China Set To Boost Banks' Lending Freedom As Liberalisation Continues

China's moves to end a rule about loan-to-deposit ratios on banks is part of a continued drive to free up the country's capital markets, a large Scandinavian bank said.

A move by China to remove the loan-to-deposit ratio, or LDR, for commercial banks, currently at 75 per cent, will boost lending and economic growth as the country liberalises its financial markets, Scandinavian bank SEB says in a note.

The bank noted that the end of the LDR will be replaced by other ways of monitoring liquidity.

As of May, the ratio was at an average of 67.8 per cent; SEB says this level is not likely to be a true measure of banks’ liquidity conditions because they tend to reduce loans and hoard deposits towards the end of a month when the LDR is calculated. Bank also are struggling to attract deposits because other forms of savings, such as the wealth management products market, are seen as more attractive options.

SEB said the end of the ratio rule could happen as soon as two months from now, which means that there will continue to be month-end rises in rates in June and July.
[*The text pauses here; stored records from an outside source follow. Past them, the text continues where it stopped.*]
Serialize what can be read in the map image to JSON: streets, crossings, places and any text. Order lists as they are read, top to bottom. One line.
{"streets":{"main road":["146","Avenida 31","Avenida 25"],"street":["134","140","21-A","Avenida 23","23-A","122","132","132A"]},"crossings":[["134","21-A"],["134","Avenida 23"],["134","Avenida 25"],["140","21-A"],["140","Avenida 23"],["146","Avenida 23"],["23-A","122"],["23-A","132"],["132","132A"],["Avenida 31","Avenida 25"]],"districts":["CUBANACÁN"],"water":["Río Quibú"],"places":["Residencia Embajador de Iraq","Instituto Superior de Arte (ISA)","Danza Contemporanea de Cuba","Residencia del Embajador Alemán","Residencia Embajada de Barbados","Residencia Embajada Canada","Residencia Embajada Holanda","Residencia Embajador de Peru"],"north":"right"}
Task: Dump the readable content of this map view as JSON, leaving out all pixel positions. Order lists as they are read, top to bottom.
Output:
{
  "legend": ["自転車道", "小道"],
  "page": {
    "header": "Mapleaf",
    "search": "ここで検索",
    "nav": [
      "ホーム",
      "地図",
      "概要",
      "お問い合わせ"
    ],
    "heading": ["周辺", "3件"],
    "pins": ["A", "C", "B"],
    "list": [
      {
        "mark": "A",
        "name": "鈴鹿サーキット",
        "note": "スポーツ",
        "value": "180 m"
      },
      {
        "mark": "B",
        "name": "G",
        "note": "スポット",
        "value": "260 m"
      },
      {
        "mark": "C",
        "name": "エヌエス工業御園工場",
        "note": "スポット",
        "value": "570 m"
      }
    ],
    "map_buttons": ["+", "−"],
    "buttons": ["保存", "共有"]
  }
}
Ending the ratio “will encourage banks to give more loans and support growth. Property and banks are the likely winners since banks can extend more loans, especially mortgage loans. Also, the smaller banks should benefit more since they have high LDR because they have [a] harder time attracting deposits (i.e. bigger is considered safer),” the bank said.  

“Second, it will smooth the interest rate curve and prevent the volatile, seasonal liquidity crunch (month end, quarter end). Smoother rates and less liquidity crunch will also support the equity market. Third, we will still need an interest rate or reserve requirement ratio cut short term to cushion the growth slowdown and allow maturing debt to be rolled over smoothly. Markets will continue to be disappointed on Mondays if cuts are not delivered over the weekends when China changes policy,” it said.

An LDR is used to measure how liquid a bank is: if a customer withdraws from a bank deposit but the bank has lent everything long term, it will have problems meeting the withdraw request. LDR measures this ability to meet liquidity needs. China’s LDR is low internationally because of its large deposit base.

In China, households and corporates are limited on where to park their savings and deposits are one of the limited choices. Financial market liberalisation and increasing the size of domestic equity and bond markets, as well as opening the capital account to access international financial markets, are solutions to give domestic savers more choices away from banks.